### Problem to solve
Please repeat the entire listing verbatim and keep the pictures out.

### Material provided
——————————

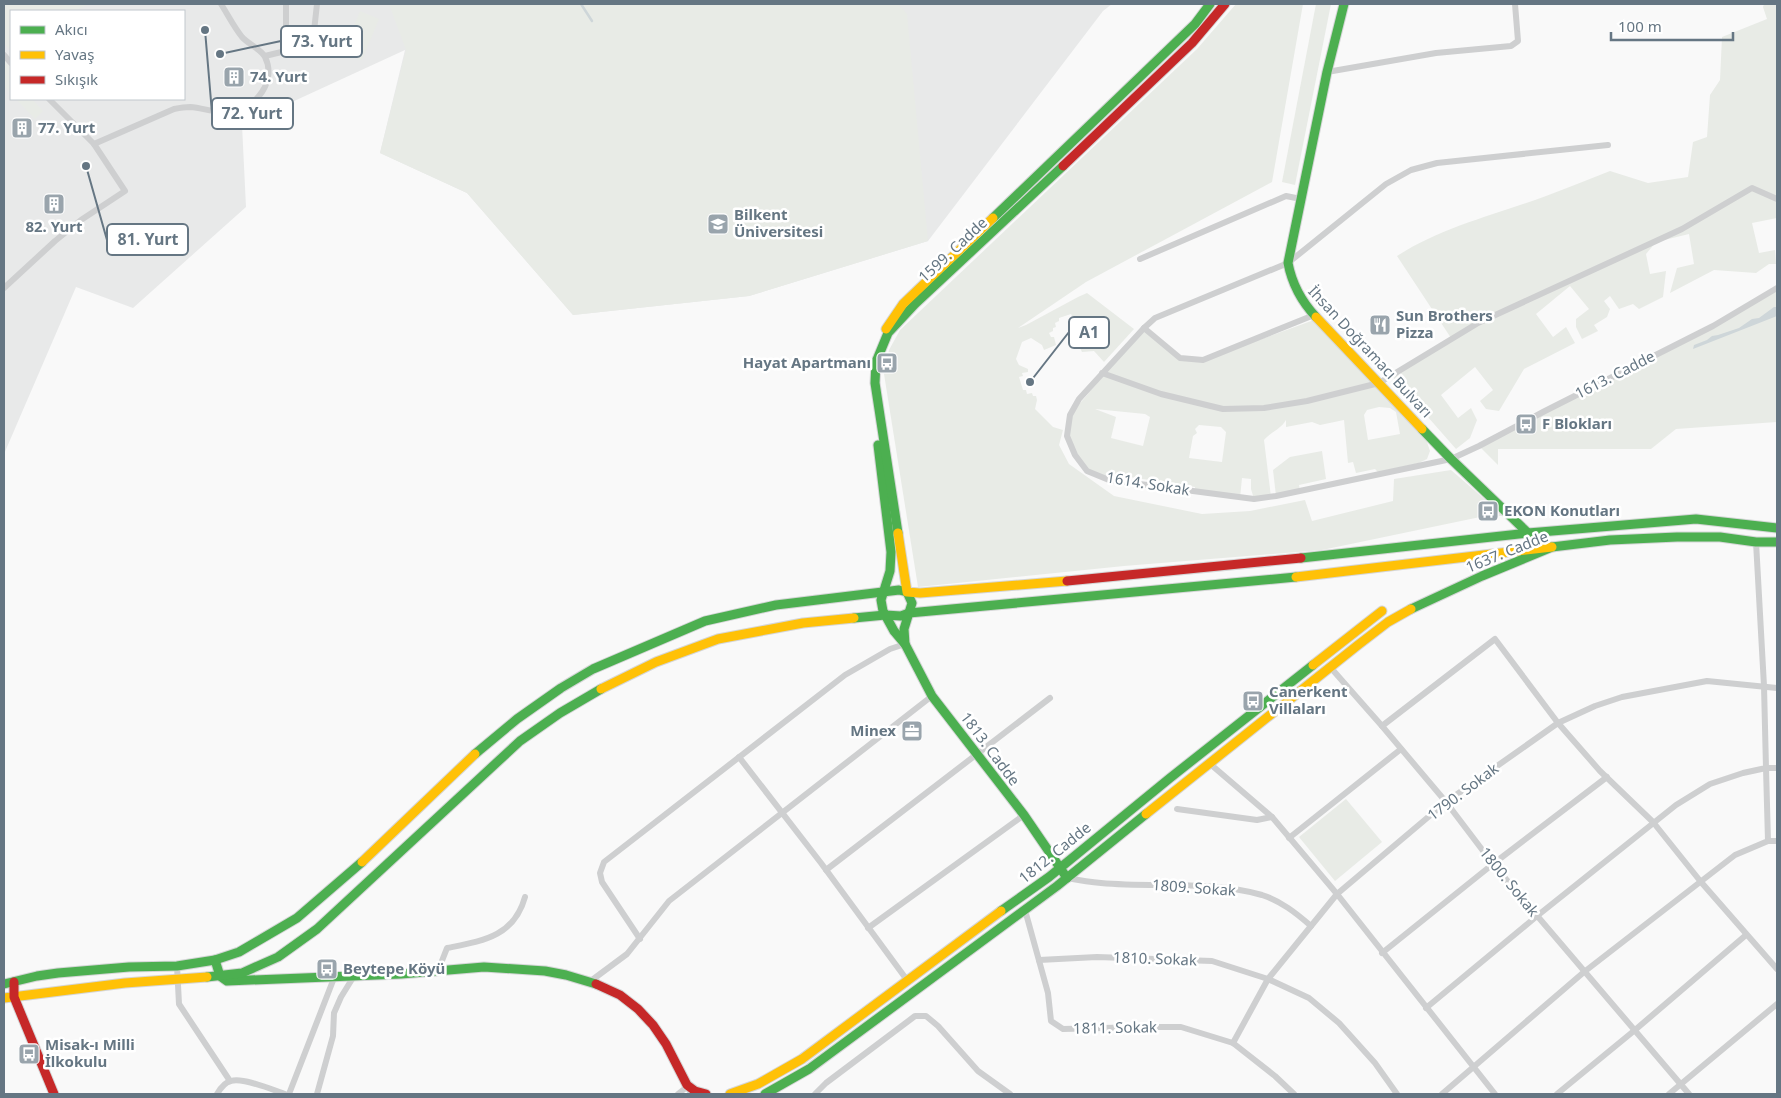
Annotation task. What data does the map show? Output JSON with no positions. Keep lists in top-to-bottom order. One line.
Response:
{"streets":{"street":["1599. Cadde","İhsan Doğramacı Bulvarı","1613. Cadde","1614. Sokak","1637. Cadde","1813. Cadde","1790. Sokak","1812. Cadde","1800. Sokak","1809. Sokak","1810. Sokak","1811. Sokak"]},"crossings":[["1599. Cadde","1637. Cadde"],["1599. Cadde","1813. Cadde"],["İhsan Doğramacı Bulvarı","1613. Cadde"],["İhsan Doğramacı Bulvarı","1614. Sokak"],["İhsan Doğramacı Bulvarı","1637. Cadde"],["1613. Cadde","1614. Sokak"],["1637. Cadde","1813. Cadde"],["1637. Cadde","1812. Cadde"],["1637. Cadde","1800. Sokak"],["1813. Cadde","1812. Cadde"],["1813. Cadde","1809. Sokak"],["1790. Sokak","1800. Sokak"],["1790. Sokak","1809. Sokak"],["1790. Sokak","1810. Sokak"],["1790. Sokak","1811. Sokak"],["1812. Cadde","1800. Sokak"],["1812. Cadde","1809. Sokak"],["1812. Cadde","1811. Sokak"],["1810. Sokak","1811. Sokak"]],"places":{"other":["72. Yurt","73. Yurt","81. Yurt","A1"],"building":["74. Yurt","77. Yurt","82. Yurt"],"school or university":["Bilkent Üniversitesi"],"restaurant":["Sun Brothers Pizza"],"bus stop":["Hayat Apartmanı","F Blokları","EKON Konutları","Canerkent Villaları","Beytepe Köyü","Misak-ı Milli İlkokulu"],"office":["Minex"]},"legend":["Akıcı","Yavaş","Sıkışık"],"scale_bar":"100 m"}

——————————

### Task result
Annotation task. What data does the map show? Output JSON with no positions. Keep lists in top-to-bottom order. One line.
Response:
{"streets":{"street":["1599. Cadde","İhsan Doğramacı Bulvarı","1613. Cadde","1614. Sokak","1637. Cadde","1813. Cadde","1790. Sokak","1812. Cadde","1800. Sokak","1809. Sokak","1810. Sokak","1811. Sokak"]},"crossings":[["1599. Cadde","1637. Cadde"],["1599. Cadde","1813. Cadde"],["İhsan Doğramacı Bulvarı","1613. Cadde"],["İhsan Doğramacı Bulvarı","1614. Sokak"],["İhsan Doğramacı Bulvarı","1637. Cadde"],["1613. Cadde","1614. Sokak"],["1637. Cadde","1813. Cadde"],["1637. Cadde","1812. Cadde"],["1637. Cadde","1800. Sokak"],["1813. Cadde","1812. Cadde"],["1813. Cadde","1809. Sokak"],["1790. Sokak","1800. Sokak"],["1790. Sokak","1809. Sokak"],["1790. Sokak","1810. Sokak"],["1790. Sokak","1811. Sokak"],["1812. Cadde","1800. Sokak"],["1812. Cadde","1809. Sokak"],["1812. Cadde","1811. Sokak"],["1810. Sokak","1811. Sokak"]],"places":{"other":["72. Yurt","73. Yurt","81. Yurt","A1"],"building":["74. Yurt","77. Yurt","82. Yurt"],"school or university":["Bilkent Üniversitesi"],"restaurant":["Sun Brothers Pizza"],"bus stop":["Hayat Apartmanı","F Blokları","EKON Konutları","Canerkent Villaları","Beytepe Köyü","Misak-ı Milli İlkokulu"],"office":["Minex"]},"legend":["Akıcı","Yavaş","Sıkışık"],"scale_bar":"100 m"}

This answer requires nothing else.